TUESDAY 10 I have discovered Head Ballet, a podcast that invites guests to ramble on about a favourite song. In the one I played, a journalist described Stan Ridgway’s hit single Camouflage as a satire on the trend in the 1980s for cashing in on the Vietnam War. I just thought it was a daft ghost story. It did, however, make me revisit his music and my memories of interviewing Ridgway back in the mid 1980s. He had a dingy DIY office/studio in Noho (North Hollywood) modelled on the design leanings of Sam Spade. One small room that looked like a toilet was in fact a techno wondercave in which he composed all his music on synthesisers and a vast number of instruments. We met in a smelly bar where the interview took place and he outlined his noirish view on life. He said all he was trying to do was “parlay a neurotic habit into an empire”. He drove me round Hollywood in a battered Honda. He looked like the man in the movies who is always being chased by an angry money lender. Apparently he is now a Twitter megastar and I have about 25 unheard albums to catch up on, plus the work of his wife Pietra Wexstun.

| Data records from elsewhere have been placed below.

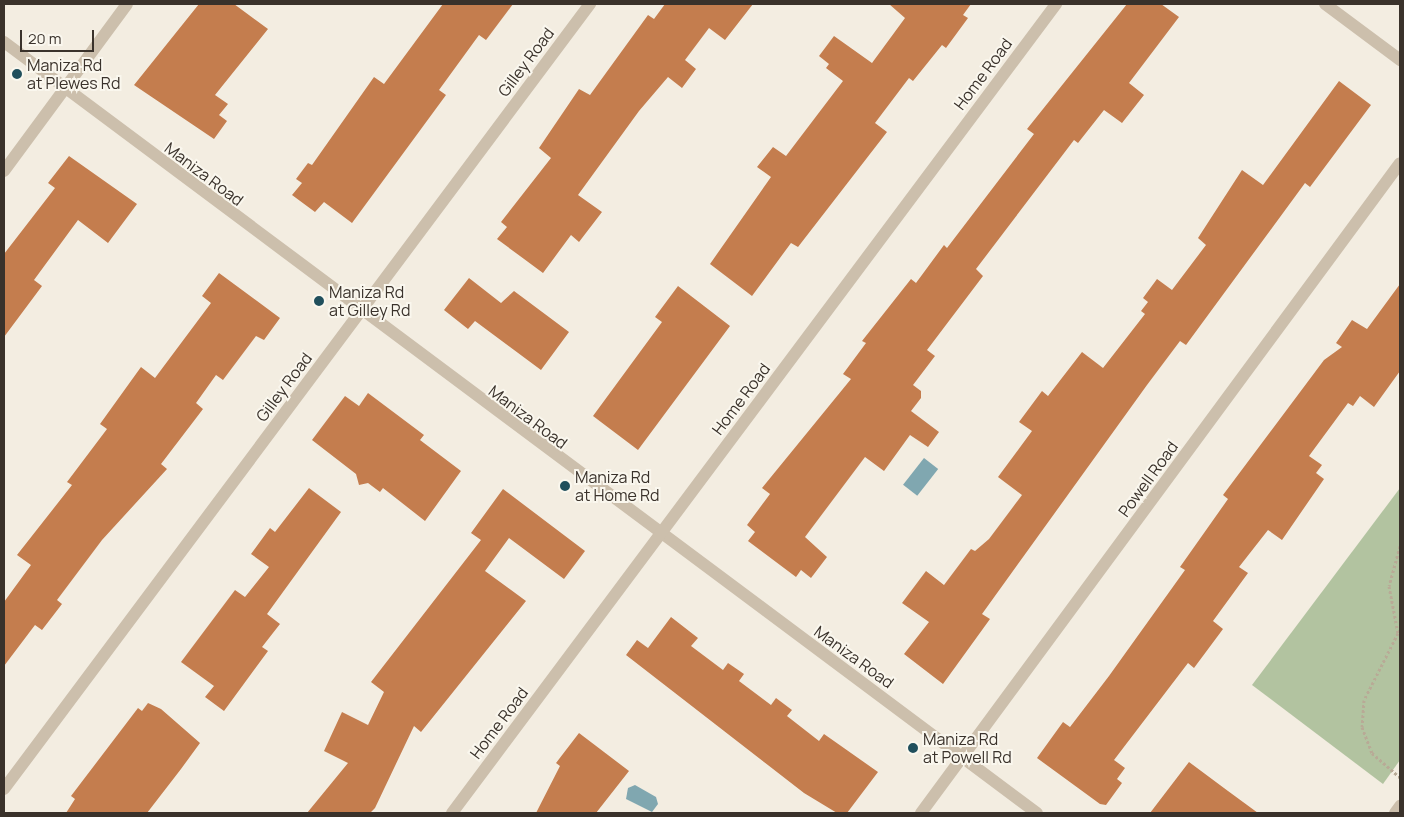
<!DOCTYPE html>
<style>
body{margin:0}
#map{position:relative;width:1404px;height:817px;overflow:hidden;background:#f3ede1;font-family:Manrope,sans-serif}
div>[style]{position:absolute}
.green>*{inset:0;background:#b2c3a0}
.water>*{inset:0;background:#80a7b0;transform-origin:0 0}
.building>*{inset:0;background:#c47d4e}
.path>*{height:3px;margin-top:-1.5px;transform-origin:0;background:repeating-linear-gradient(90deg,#b8aa96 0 2.5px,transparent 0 5px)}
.street>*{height:12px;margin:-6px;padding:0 6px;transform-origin:6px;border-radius:6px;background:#ccbfac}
.dots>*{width:14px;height:14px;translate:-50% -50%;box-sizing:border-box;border:2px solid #faf7ee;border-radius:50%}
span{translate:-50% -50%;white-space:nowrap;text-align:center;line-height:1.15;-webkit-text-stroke:4px #faf7ee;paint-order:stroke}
.street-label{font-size:16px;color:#3a322b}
.poi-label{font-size:16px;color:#3a322b}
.left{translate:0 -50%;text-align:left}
.frame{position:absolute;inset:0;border:5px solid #3a322b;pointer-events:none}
.scale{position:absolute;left:20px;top:30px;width:74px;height:22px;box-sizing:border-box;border:2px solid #3a322b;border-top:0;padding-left:6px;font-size:15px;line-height:18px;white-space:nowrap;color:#3a322b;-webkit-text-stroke:4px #faf7ee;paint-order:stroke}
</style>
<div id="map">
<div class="green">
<div style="clip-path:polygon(1400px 488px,1400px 760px,1383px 784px,1252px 685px)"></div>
</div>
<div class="water">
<div style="left:924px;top:458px;width:18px;height:34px;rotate:38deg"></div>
<div style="clip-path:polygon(635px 785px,656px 797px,658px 804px,652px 812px,626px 799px,628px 788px)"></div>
</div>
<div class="building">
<div style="clip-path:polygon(199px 4px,234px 4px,268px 29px,215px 95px,228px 104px,219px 115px,227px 121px,214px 139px,134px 85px)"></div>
<div style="clip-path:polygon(443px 4px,513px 4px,486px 40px,479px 35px,439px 90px,446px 95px,352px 223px,324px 202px,315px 212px,292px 195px,302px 183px,296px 179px,308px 163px,312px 165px,374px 77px,384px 84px)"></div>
<div style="clip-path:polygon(665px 4px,753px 4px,725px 40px,709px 28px,685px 60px,696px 69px,682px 88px,668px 77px,639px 111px,578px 195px,602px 212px,579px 242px,571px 235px,543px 273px,497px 239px,507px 227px,501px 222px,551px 158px,539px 148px,579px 89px,590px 95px,648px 15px,654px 19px)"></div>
<div style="clip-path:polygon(889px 4px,971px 4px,963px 15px,968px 18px,946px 48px,942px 45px,913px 81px,909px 78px,875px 123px,887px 132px,798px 247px,791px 243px,752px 296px,710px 264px,771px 177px,757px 167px,773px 147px,786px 156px,843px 81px,826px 68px,829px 64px,819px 56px,834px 36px,872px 63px,905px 18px)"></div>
<div style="clip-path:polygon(1127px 4px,1161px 4px,1179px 17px,1129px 83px,1144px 95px,1122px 123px,1104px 110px,1078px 143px,1074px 140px,976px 269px,983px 276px,927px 350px,935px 356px,913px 385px,921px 391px,921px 398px,911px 411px,939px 432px,928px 447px,910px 435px,884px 471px,865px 457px,805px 537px,827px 557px,811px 578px,801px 570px,796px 577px,748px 541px,755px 532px,747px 525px,770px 494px,762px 488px,851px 379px,843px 374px,866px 343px,862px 341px,911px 279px,916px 283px,944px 245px,947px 248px,1034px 134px,1027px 129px)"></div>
<div style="clip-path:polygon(1339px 81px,1371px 105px,1310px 187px,1305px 183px,1186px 345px,1180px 341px,1147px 385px,982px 614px,990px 619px,943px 684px,904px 654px,929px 622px,902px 603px,926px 571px,944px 585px,971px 549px,975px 551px,989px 539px,1022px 495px,998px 477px,1032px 431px,1019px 422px,1042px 391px,1048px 396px,1082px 352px,1103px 368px,1145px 314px,1141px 311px,1148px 302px,1143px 298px,1157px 279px,1172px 290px,1206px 245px,1198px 238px,1242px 170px,1263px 185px)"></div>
<div style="clip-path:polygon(69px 156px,137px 204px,108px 243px,78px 220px,34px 280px,42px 286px,4px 337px,4px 254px,55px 188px,48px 183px)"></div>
<div style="clip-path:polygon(219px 273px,280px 318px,264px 340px,256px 336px,223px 380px,216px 375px,196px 403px,203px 409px,161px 464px,167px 469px,102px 540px,57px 600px,62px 604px,42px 630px,35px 625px,4px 666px,4px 602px,31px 565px,17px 555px,72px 485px,67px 482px,107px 429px,100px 424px,141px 367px,155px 378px,211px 303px,202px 296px)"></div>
<div style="clip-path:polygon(469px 278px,501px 303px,514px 291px,569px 332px,541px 370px,475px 321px,468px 329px,444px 310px)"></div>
<div style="clip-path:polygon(1400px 284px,1400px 371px,1374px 407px,1360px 396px,1353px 406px,1348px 403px,1309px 456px,1322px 465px,1316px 473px,1324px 479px,1282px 540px,1268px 530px,1239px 567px,1248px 573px,1213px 621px,1223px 629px,1194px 668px,1188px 663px,1114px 760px,1125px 768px,1117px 779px,1122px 783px,1106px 805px,1100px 804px,1037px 758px,1063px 722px,1070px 727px,1109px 676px,1185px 570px,1180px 567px,1228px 499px,1223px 495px,1324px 360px,1342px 347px,1336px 343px,1352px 320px,1367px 329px)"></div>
<div style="clip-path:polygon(678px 286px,730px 326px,638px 450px,593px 416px,662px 322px,655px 317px)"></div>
<div style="clip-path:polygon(368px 393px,424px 435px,420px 440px,461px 471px,425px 521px,383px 488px,380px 492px,368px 483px,359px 485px,356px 474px,312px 440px,345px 396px,359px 406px)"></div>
<div style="clip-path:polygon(309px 488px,341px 512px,267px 614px,280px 624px,262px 647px,268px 651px,224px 711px,205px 697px,214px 686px,181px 662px,235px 590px,245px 597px,269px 567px,251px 554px,270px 528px,275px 532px)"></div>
<div style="clip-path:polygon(503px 489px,585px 551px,564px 579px,509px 538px,485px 571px,526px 601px,421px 732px,414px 726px,375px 808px,370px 813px,307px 813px,348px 763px,324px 751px,342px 712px,368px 725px,384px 692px,371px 682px,481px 540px,471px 533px)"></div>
<div style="clip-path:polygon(671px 617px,698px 638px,691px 646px,723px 670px,728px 663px,744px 674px,739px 681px,771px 705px,776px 698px,792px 710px,787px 716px,819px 741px,824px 734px,878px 772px,847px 813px,837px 813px,804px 793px,626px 655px,637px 640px,648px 648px)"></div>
<div style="clip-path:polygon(148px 703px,161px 709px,200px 743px,181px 769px,147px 813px,66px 813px,75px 799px,71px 796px,138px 708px,142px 711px)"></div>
<div style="clip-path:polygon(579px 733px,629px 771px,596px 813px,536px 813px,560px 766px,556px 763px)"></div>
<div style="clip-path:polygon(1189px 762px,1228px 791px,1258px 813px,1150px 813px)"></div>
</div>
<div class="path">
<div style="left:1400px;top:546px;width:41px;rotate:105.4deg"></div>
<div style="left:1389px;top:586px;width:48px;rotate:79.2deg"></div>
<div style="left:1398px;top:633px;width:75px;rotate:116.9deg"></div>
<div style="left:1364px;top:700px;width:27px;rotate:94deg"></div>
<div style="left:1362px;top:727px;width:28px;rotate:69deg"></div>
<div style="left:1372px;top:753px;width:37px;rotate:41deg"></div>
</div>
<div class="street">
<div style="left:1325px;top:4px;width:94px;rotate:36.7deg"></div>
<div style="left:4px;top:42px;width:1289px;rotate:36.74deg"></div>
<div style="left:4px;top:171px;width:207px;rotate:-53.6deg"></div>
<div style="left:4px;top:789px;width:980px;rotate:-53.26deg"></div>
<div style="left:452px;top:813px;width:1010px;rotate:-53.25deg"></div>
<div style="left:921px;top:813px;width:807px;rotate:-53.61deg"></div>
<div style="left:1395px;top:813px;width:9px;rotate:-54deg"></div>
</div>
<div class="dots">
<div style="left:17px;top:74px;background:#204f5c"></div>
<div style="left:319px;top:301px;background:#204f5c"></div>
<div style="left:565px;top:486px;background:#204f5c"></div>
<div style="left:913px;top:748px;background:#204f5c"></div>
</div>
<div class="street-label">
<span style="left:526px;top:62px;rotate:-53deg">Gilley Road</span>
<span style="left:983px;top:74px;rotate:-53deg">Home Road</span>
<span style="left:204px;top:174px;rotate:37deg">Maniza Road</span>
<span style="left:284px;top:387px;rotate:-53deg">Gilley Road</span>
<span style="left:741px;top:399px;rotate:-53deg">Home Road</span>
<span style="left:528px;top:417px;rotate:37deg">Maniza Road</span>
<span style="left:1148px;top:479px;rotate:-54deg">Powell Road</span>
<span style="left:854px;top:657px;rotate:36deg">Maniza Road</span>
<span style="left:499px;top:723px;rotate:-53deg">Home Road</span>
</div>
<div class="poi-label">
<span class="left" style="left:27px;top:74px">Maniza Rd<br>at Plewes Rd</span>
<span class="left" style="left:329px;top:301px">Maniza Rd<br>at Gilley Rd</span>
<span class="left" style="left:575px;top:486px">Maniza Rd<br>at Home Rd</span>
<span class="left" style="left:923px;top:748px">Maniza Rd<br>at Powell Rd</span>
</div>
<div class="frame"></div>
<div class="scale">20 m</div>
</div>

📌 The Australian Memoir digital curation I did with Art et Al and Monash University is now on the Melbourne University site. I was beginning to think they were embarrassed by it, so I’m glad it has finally appeared. It was a lovely project to work on.


📌 I am waiting patiently for Michelle O’Neill and Naomi Long to stand up and tell Jeffrey Donaldson that they know exactly how to make the Northern Ireland Protocol work.

FRIDAY 13 We are on our way to Margate for a weekend with friends, one of whom grew up there from the age of 6 to 21. A check of the cultural attractions we can look forward to references the Chas & Dave song Margate and a quote from TS Eliot saying that Margate was where nothing connected with nothing.

On arrival, at the station

Read all of my scrapbook diaries…

7 thoughts on “Week 19

  1. Late to it this week.. next week’s is nearly here! Those American spellings used to get me, but I’m always ready for the u-less possibilities now.

    Liked by 1 person

  2. Oh my God, did Michelle greet him? 😊 Who is Chris? The teddy bear reminded me of our granddaughter’s Coco, he and some others came to India with her😊 I am so glad you did not throw away that stitchwork. It is beautiful. I do cross stitch while listening to an audio book on Librivox. I am listening th The secret garden. I have read the book but I am enjoying listening to it. I will check the Melbourne university site. Thank you. Liked your post as always. Sam’s painted feet reminded me of Mehendi designs.

    Liked by 1 person

    1. Michele is an easily forgiven person. She is quite eccentric already, so the vicar probably didn’t notice her bizarre behaviour. Chris is an old friend from when we lived in Brighton, now retired and looking for tasks to fill her time. I listen to podcasts, but our local library has a good selection of audiobooks. Thank you for your kind comments.